Debian 10 cloud-init waiting for DHCP on boot with static network configuration

Question

Running Debian 10 Buster image (created with build-openstack-debian-image --release buster) with cloud-init image created by cloud-localds -v --disk-format raw --filesystem iso9660 --network-config=network-config-v2.yaml seed.img user-data.yaml.

Problem is that boot is delayed by waiting for DHCP, although I have a valid network configuration and it's applied after this delay.

[    3.619937] cloud-init[210]: Cloud-init v. 20.2 running 'init-local' at Sun, 10 Jan 2021 10:50:20 +0000. Up 3.40 seconds.
[  OK  ] Started Initial cloud-init job (pre-networking).
[  OK  ] Reached target Network (Pre).
         Starting Raise network interfaces...
[  OK  ] Started ifup for eth0.
[     *] A start job is running for Raise network interfaces (35s / 5min 1s)

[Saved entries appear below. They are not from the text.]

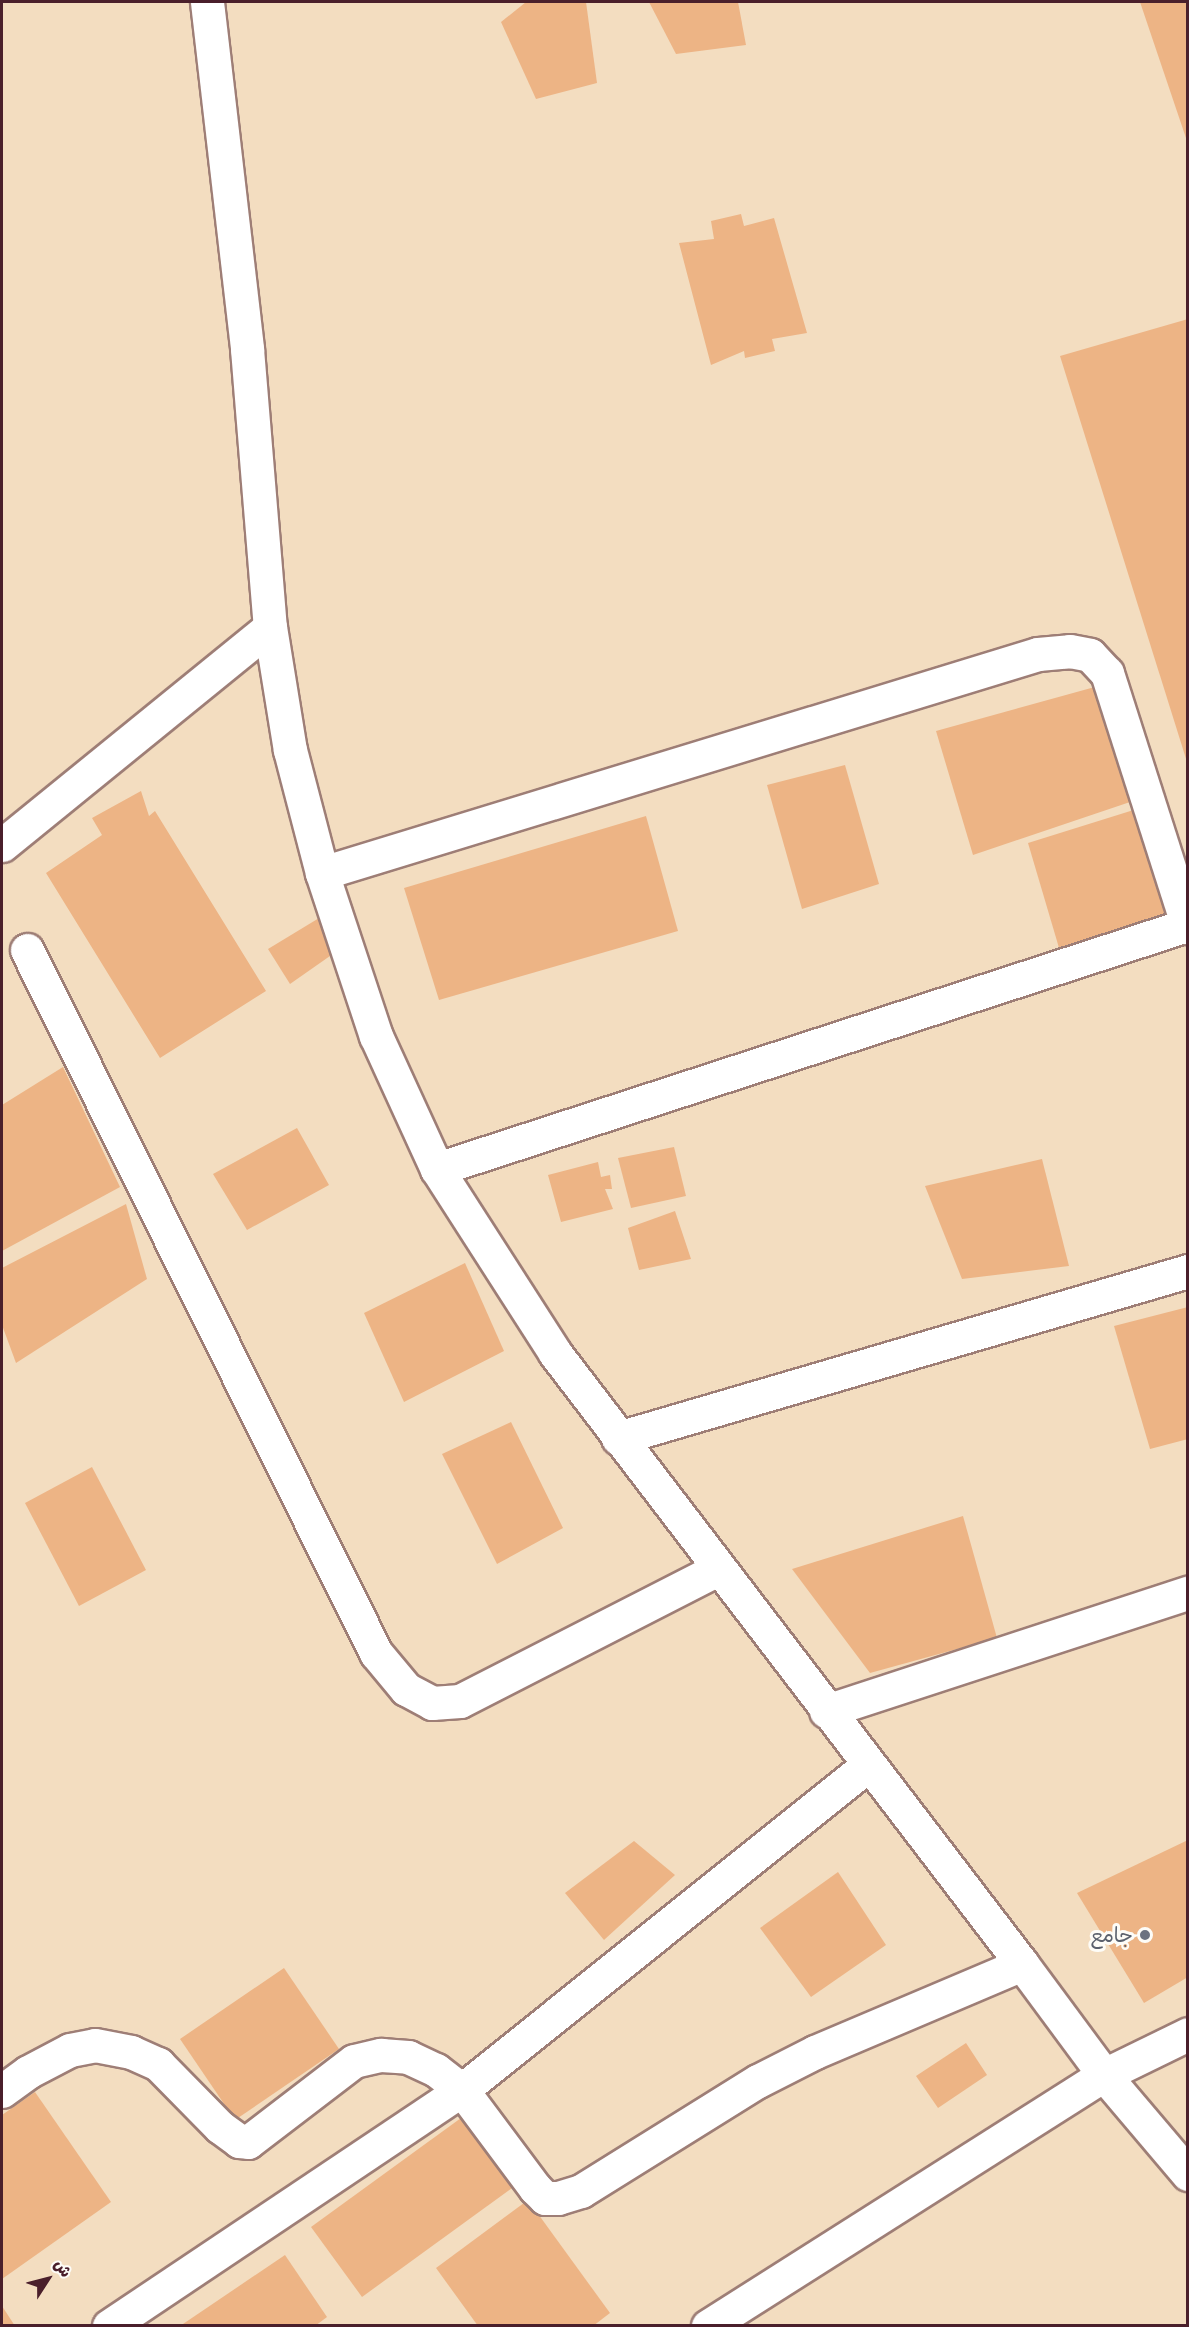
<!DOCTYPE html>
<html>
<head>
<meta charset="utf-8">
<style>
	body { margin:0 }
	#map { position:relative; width:1189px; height:2327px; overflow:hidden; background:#f3ddc0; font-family:Itim,"Playpen Sans Arabic",sans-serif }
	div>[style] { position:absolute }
	.building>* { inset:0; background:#edb485 }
	.roads { filter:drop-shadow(2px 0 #9e7e76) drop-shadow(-2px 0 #9e7e76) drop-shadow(0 2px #9e7e76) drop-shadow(0 -2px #9e7e76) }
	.minor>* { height:33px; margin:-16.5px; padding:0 16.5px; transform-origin:16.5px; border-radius:16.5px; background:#fff }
	.secondary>* { height:33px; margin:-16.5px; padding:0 16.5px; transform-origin:16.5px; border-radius:16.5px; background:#fff }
	.dots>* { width:16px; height:16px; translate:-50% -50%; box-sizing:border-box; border:3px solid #fdfcf7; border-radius:50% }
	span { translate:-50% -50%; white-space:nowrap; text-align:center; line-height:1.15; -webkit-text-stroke:6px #fdfcf7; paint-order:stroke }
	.worship-label { font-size:20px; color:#5b616d }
	.right { translate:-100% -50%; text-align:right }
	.frame { position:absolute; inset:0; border:3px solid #4a1f2b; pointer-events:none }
	.north { position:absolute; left:18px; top:2249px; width:60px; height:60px; -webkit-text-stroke:4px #fdfcf7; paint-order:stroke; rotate:54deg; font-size:16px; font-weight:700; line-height:24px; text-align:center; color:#4a1f2b }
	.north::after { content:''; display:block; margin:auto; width:21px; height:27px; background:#4a1f2b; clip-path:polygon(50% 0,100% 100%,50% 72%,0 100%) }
</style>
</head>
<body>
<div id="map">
	<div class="building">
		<i style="clip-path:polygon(526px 2px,586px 2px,597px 83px,536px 99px,501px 22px)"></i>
		<i style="clip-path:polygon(649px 2px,738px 2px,746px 45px,676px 54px)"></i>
		<i style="clip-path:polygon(1140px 2px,1188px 2px,1188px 141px,1187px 141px)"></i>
		<i style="clip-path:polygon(741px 214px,744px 226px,774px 218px,807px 333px,772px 339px,775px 351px,745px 358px,744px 351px,711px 365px,679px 243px,714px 239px,711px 221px)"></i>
		<i style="clip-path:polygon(1188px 319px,1188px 762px,1187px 762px,1060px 356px)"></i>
		<i style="clip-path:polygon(1102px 685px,1136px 800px,973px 855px,936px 731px)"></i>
		<i style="clip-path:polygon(845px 765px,879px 884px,802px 909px,767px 785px)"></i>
		<i style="clip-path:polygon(141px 791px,149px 816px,155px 811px,266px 991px,160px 1058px,46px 873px,102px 835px,92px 818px)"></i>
		<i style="clip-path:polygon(1140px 808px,1175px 922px,1062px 958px,1028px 843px)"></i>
		<i style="clip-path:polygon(646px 816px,678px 931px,439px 1000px,404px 888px)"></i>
		<i style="clip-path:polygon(329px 912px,340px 949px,290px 984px,268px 949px)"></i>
		<i style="clip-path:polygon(63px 1067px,120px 1187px,2px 1251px,2px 1105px)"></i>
		<i style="clip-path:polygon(297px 1128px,329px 1185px,247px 1230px,213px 1174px)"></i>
		<i style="clip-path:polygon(674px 1147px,686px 1196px,631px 1208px,618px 1158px)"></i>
		<i style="clip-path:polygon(1042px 1159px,1069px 1266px,962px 1279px,925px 1186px)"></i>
		<i style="clip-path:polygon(598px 1162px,601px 1177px,610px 1175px,612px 1189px,605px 1189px,613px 1209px,561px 1222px,548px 1175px)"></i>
		<i style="clip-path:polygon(126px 1204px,147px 1279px,16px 1363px,2px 1325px,2px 1268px)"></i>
		<i style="clip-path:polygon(675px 1211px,691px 1259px,639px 1270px,628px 1228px)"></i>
		<i style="clip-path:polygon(465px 1263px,504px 1351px,404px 1402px,364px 1313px)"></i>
		<i style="clip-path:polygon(1188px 1307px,1188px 1439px,1150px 1449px,1114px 1326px)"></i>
		<i style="clip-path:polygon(511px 1422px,563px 1528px,497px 1564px,442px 1454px)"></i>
		<i style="clip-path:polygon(92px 1467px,146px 1570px,79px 1606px,25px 1503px)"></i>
		<i style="clip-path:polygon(963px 1516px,997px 1638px,870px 1673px,792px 1569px)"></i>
		<i style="clip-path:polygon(1188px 1840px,1188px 1977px,1144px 2003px,1077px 1893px)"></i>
		<i style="clip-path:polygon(634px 1841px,675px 1875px,604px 1940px,565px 1893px)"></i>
		<i style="clip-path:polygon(838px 1872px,886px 1945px,811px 1997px,760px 1928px)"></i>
		<i style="clip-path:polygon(284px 1968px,339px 2049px,235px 2120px,180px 2039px)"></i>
		<i style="clip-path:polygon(966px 2043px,987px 2075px,938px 2108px,916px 2076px)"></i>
		<i style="clip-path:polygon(35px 2092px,111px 2202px,2px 2279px,2px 2115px)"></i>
		<i style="clip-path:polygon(472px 2110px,523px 2180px,362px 2297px,311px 2227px)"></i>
		<i style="clip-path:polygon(528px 2200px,610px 2313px,593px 2326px,478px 2326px,436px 2268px)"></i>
		<i style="clip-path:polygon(285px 2255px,327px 2317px,315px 2326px,180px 2326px)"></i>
		<i style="clip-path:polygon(2px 2306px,15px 2326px,2px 2326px)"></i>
	</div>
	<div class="roads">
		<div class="minor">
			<i style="left:207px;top:2px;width:349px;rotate:83.4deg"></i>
			<i style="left:247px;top:349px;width:279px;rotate:85.3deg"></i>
			<i style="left:270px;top:627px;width:125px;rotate:80.8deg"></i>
			<i style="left:290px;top:750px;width:127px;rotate:75.4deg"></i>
			<i style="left:322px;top:873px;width:172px;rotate:71.7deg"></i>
			<i style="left:376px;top:1036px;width:146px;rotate:65.4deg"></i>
			<i style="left:437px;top:1169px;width:219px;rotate:57.3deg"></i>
			<i style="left:555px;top:1353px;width:769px;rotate:52.61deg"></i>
			<i style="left:1022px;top:1964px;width:138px;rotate:53.5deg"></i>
			<i style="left:1104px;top:2075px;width:130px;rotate:49.7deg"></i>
			<i style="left:2px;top:845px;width:345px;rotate:-39.1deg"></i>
			<i style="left:322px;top:873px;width:749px;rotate:-17.01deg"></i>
			<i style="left:1038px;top:654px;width:32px;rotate:-5deg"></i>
			<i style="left:1070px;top:651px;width:20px;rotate:11deg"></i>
			<i style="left:1090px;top:655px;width:25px;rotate:47deg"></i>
			<i style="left:1107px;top:673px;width:267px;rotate:72.3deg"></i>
			<i style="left:27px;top:950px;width:785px;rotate:63.6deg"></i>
			<i style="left:376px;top:1653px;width:47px;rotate:50.2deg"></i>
			<i style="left:406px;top:1689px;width:30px;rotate:28deg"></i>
			<i style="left:432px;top:1703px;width:28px;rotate:-4deg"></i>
			<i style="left:460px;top:1701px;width:290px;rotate:-27.1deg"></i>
			<i style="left:437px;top:1169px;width:789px;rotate:-18.02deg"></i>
			<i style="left:618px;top:1438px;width:594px;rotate:-16.33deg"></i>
			<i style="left:826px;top:1711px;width:381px;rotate:-18.1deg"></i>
			<i style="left:2px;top:2091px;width:32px;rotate:-36deg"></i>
			<i style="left:28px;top:2072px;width:47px;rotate:-27.6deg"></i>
			<i style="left:70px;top:2050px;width:25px;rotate:-11deg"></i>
			<i style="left:95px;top:2045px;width:37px;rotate:11deg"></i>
			<i style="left:131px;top:2052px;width:30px;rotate:24deg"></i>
			<i style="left:158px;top:2064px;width:88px;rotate:45.5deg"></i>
			<i style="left:220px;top:2127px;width:24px;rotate:36deg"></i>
			<i style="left:239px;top:2141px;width:9px;rotate:6deg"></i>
			<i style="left:248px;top:2142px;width:133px;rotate:-37.4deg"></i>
			<i style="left:354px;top:2061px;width:28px;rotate:-13deg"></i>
			<i style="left:381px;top:2055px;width:27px;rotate:4deg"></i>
			<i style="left:408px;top:2057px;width:31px;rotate:25deg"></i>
			<i style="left:436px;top:2070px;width:33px;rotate:38deg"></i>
			<i style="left:462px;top:2090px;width:122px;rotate:53.3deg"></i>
			<i style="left:535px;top:2188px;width:14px;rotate:45deg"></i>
			<i style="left:545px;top:2198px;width:13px"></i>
			<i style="left:558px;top:2198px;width:24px;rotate:-17deg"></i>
			<i style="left:581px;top:2191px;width:208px;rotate:-31.9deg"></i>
			<i style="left:758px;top:2081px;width:64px;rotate:-27deg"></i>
			<i style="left:815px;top:2052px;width:225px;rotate:-23deg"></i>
			<i style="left:109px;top:2326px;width:425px;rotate:-33.8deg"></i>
			<i style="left:462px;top:2090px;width:520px;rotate:-38.68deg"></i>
		</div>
		<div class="secondary">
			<i style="left:708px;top:2326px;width:469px;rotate:-32.4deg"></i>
			<i style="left:1104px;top:2075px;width:93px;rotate:-26deg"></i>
		</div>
	</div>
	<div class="dots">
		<i style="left:1145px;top:1935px;background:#6b7280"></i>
	</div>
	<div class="worship-label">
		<span class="right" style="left:1133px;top:1935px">جامع</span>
	</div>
	<div class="frame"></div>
	<div class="north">ش</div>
</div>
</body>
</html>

What can I do to skip this delay?

I can provide more info if needed. Thanks.

# systemd-analyze blame
     1min 2.639s networking.service
           951ms cloud-init-local.service
           773ms cloud-init.service
           657ms cloud-final.service
           540ms cloud-config.service
           421ms dev-vda1.device
           310ms ifupdown-pre.service

My network-config-v2.yaml:

version: 2
renderer: networkd
ethernets:
  eth0:
    match:
      name: e*
    addresses:
      - private.ipv4/24
      - public.ipv4/32
      - ipv6/64
    gateway4: private.ipv4
    routes:
      - to: 0.0.0.0/0
        via: private.ipv4
    gateway6: ipv6
    nameservers:
      addresses:
        - ipv4
        - ipv6
      search: [domain.com]

Hard to tell without seeing your network configuration. Entirely plausible that you have valid network configuration for IPv6 but failed to specify that cloud-init should not attempt (and wait if not immediately successful) to configure IPv4 via DHCP. — anx, Jan 10 '21 at 20:45
@anx I've added network configuration. I hope both IPv4 and IPv6 are configured properly. I've also tried dhcp4 false (and according to documentation, it's Off by default). — Xdg, Jan 12 '21 at 09:32

donhector · Answer 1 · 2022-04-13T14:27:29.040

Great pointers by @zany

In my case I was trying to configure a Debian 11 generic cloud image with cloud-init and a static IP on my KVM host (using dmacvicar libvirt Terraform provider)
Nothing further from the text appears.